### TASK INSTRUCTIONS
For the entries that follow, report how many lines include the word "controls" and add nothing.

═════ DATA RECORDS ═════

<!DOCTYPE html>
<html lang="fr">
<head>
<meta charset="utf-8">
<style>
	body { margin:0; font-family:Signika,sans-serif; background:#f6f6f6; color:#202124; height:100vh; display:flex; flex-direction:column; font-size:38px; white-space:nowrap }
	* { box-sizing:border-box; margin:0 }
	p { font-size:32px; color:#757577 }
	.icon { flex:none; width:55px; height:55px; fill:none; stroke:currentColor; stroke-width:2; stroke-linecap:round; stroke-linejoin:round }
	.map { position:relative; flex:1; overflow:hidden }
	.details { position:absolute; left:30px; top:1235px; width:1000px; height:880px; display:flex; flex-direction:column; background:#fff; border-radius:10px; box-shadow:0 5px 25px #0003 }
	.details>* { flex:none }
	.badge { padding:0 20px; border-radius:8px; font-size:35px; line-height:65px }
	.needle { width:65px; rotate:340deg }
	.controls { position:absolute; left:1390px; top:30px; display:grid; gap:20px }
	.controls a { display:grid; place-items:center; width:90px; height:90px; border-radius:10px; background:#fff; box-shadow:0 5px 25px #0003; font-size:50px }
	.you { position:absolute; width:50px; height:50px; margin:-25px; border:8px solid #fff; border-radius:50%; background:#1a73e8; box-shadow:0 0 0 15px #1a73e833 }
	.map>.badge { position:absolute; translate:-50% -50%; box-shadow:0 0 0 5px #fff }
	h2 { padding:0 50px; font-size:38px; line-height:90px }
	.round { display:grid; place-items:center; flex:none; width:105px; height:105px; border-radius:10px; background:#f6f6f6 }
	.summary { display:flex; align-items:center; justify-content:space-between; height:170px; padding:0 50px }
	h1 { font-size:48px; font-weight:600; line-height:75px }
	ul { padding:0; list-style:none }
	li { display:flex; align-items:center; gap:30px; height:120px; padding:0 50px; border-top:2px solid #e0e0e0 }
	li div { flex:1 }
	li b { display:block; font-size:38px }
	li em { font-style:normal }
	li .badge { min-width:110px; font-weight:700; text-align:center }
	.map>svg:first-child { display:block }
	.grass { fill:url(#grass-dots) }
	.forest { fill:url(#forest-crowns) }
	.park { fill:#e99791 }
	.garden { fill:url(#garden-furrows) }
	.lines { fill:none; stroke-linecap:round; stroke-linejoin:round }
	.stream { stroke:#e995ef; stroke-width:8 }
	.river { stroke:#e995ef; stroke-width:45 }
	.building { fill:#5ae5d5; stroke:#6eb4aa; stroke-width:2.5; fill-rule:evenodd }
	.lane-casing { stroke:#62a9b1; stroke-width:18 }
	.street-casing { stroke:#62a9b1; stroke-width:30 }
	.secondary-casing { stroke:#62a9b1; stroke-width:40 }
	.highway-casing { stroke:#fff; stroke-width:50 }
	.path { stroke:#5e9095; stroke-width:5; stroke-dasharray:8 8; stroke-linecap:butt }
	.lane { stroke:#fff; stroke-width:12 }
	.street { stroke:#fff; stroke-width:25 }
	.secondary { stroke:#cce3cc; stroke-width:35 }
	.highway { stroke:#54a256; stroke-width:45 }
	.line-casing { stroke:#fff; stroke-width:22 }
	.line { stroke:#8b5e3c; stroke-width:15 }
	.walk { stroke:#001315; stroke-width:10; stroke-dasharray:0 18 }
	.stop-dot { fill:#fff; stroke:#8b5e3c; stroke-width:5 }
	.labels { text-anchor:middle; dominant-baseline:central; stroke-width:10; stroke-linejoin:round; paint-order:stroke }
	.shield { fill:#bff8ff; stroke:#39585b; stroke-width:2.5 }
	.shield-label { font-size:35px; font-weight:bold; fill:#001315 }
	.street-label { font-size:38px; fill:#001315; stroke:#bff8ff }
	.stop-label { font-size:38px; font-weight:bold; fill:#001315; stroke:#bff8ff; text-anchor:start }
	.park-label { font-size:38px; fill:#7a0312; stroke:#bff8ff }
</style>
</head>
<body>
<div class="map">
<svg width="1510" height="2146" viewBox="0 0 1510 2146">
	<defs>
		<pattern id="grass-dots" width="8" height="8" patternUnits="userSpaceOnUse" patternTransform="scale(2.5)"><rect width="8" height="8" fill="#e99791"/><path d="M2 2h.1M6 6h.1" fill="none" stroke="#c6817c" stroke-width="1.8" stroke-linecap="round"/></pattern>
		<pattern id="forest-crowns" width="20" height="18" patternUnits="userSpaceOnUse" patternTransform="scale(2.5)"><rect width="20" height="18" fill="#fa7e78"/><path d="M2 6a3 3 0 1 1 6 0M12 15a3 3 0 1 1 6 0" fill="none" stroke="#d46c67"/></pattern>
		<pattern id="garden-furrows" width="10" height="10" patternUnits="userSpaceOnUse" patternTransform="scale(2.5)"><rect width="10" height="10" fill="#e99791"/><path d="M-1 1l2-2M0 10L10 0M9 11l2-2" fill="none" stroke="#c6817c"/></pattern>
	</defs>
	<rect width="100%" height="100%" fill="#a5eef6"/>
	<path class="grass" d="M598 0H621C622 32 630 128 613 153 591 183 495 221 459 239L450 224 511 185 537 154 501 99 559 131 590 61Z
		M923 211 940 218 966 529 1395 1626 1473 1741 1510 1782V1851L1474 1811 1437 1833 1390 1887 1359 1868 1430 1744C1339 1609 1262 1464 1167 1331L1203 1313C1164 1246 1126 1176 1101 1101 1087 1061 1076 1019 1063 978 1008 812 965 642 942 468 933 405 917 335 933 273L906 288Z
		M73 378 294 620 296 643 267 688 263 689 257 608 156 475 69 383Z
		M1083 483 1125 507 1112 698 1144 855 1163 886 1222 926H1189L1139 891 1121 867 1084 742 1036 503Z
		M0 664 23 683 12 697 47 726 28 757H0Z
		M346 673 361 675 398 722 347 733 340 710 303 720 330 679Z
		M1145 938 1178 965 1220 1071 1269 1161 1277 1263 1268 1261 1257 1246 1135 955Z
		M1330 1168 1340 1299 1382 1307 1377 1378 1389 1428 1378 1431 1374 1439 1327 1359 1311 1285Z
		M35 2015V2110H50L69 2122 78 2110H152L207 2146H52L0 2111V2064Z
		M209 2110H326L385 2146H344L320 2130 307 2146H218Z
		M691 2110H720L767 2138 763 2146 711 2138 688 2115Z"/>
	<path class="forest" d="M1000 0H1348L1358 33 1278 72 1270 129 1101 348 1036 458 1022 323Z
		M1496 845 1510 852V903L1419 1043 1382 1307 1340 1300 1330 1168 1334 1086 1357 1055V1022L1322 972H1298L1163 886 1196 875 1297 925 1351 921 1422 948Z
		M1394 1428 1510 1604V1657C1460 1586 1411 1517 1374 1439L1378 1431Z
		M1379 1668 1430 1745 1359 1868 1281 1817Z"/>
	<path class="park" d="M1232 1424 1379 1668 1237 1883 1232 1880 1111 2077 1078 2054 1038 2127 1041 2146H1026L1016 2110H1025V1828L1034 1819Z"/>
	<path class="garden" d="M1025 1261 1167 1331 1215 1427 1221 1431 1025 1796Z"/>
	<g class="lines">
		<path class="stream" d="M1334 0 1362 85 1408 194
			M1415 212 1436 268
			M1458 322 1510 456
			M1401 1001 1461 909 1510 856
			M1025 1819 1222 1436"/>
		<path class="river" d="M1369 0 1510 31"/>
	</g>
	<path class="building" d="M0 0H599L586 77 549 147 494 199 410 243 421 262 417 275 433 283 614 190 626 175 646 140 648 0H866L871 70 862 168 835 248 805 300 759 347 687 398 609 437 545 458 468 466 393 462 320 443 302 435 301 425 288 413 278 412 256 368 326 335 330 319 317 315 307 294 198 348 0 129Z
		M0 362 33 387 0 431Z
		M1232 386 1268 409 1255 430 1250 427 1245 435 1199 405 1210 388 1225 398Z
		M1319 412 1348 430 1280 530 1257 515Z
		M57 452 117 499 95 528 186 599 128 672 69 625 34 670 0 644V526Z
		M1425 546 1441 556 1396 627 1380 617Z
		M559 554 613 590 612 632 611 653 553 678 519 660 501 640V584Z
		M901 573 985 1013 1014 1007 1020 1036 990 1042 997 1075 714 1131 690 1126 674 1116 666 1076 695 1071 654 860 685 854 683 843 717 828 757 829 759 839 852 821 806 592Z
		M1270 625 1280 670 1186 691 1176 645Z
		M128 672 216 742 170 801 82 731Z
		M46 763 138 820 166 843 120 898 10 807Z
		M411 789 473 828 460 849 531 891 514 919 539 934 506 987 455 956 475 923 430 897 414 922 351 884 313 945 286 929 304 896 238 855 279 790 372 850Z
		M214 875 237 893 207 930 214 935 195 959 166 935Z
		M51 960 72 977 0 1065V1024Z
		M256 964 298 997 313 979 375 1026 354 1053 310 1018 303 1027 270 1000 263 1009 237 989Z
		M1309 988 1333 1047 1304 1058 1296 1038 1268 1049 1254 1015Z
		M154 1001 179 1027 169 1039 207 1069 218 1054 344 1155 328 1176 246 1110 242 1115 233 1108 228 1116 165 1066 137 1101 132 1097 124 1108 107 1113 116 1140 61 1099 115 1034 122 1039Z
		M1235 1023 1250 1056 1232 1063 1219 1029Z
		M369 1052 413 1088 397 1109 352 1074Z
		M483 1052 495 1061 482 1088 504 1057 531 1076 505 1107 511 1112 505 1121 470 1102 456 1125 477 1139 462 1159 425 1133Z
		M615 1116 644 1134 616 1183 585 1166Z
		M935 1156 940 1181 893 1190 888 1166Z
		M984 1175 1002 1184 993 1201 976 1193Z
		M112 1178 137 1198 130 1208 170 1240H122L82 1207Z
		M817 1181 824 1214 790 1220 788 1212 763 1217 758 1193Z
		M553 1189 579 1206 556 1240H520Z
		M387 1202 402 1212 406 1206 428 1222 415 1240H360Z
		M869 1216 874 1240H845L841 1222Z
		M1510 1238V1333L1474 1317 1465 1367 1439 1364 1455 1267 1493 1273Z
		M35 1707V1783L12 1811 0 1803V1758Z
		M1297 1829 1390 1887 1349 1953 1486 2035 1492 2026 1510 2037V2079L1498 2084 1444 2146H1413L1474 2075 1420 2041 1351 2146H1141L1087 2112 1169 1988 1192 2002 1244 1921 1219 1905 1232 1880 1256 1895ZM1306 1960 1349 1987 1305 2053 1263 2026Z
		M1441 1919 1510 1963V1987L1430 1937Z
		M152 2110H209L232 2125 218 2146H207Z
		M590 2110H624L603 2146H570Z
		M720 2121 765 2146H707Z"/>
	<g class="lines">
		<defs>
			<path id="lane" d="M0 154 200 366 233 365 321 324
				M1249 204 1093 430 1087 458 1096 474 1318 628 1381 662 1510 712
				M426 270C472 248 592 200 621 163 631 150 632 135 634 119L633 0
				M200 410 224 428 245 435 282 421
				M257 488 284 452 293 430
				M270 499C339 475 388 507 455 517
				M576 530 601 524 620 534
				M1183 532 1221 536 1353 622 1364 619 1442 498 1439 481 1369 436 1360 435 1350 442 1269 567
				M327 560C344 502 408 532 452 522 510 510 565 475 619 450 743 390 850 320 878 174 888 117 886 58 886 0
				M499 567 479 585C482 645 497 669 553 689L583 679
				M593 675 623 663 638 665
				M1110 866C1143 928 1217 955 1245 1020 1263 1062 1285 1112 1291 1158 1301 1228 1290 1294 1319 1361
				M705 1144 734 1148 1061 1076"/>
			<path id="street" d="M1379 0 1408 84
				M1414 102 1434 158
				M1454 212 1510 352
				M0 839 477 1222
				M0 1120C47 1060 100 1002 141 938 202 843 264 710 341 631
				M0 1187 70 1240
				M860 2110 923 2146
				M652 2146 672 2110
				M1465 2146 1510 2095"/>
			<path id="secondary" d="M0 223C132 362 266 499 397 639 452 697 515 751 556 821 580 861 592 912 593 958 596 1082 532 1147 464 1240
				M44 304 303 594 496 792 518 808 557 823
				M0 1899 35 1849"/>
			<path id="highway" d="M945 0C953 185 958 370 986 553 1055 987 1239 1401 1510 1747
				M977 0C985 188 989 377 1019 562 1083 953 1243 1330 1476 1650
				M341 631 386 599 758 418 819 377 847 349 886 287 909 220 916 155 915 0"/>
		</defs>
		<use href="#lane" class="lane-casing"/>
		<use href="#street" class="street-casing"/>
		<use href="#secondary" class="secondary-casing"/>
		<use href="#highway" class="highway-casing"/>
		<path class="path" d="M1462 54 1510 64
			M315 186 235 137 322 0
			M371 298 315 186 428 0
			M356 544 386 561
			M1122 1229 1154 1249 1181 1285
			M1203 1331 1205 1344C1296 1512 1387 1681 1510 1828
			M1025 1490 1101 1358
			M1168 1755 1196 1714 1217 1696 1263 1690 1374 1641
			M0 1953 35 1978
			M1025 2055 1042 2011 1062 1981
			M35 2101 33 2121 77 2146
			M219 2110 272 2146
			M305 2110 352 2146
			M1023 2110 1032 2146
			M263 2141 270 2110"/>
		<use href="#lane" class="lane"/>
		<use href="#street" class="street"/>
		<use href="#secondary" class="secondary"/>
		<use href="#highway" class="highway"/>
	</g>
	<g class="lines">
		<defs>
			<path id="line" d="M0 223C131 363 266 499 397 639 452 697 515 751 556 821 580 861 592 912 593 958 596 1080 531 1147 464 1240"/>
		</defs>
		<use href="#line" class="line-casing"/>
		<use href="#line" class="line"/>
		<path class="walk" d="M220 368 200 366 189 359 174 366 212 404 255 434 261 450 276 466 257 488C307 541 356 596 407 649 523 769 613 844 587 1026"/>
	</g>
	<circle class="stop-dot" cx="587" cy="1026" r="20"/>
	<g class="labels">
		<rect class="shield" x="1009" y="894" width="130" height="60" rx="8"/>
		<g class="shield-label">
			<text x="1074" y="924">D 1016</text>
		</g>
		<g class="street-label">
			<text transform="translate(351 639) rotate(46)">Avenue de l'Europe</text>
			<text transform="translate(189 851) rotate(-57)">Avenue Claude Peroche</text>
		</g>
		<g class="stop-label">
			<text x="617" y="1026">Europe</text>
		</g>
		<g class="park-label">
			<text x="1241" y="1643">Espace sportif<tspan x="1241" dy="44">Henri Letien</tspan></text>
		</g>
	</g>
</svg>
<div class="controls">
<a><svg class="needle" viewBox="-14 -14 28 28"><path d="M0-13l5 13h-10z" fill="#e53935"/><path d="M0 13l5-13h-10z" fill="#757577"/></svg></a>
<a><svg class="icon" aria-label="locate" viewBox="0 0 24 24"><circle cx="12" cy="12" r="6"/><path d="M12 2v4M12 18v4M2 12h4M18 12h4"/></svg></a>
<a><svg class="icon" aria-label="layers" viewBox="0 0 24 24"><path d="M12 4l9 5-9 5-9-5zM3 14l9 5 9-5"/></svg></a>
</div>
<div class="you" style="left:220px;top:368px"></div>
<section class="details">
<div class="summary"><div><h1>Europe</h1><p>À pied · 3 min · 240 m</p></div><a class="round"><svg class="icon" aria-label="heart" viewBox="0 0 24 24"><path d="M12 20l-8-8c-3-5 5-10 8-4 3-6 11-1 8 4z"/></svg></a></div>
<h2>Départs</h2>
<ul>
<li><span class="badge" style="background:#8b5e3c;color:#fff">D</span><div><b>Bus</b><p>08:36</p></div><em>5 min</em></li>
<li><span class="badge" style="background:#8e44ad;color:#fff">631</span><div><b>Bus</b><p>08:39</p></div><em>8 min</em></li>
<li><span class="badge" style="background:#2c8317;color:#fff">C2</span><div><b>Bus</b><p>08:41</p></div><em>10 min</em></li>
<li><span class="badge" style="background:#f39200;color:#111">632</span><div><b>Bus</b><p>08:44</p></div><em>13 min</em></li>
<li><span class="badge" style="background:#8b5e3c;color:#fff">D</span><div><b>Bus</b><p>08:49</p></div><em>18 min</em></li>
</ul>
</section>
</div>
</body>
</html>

═════

### FINISHED EXERCISE
3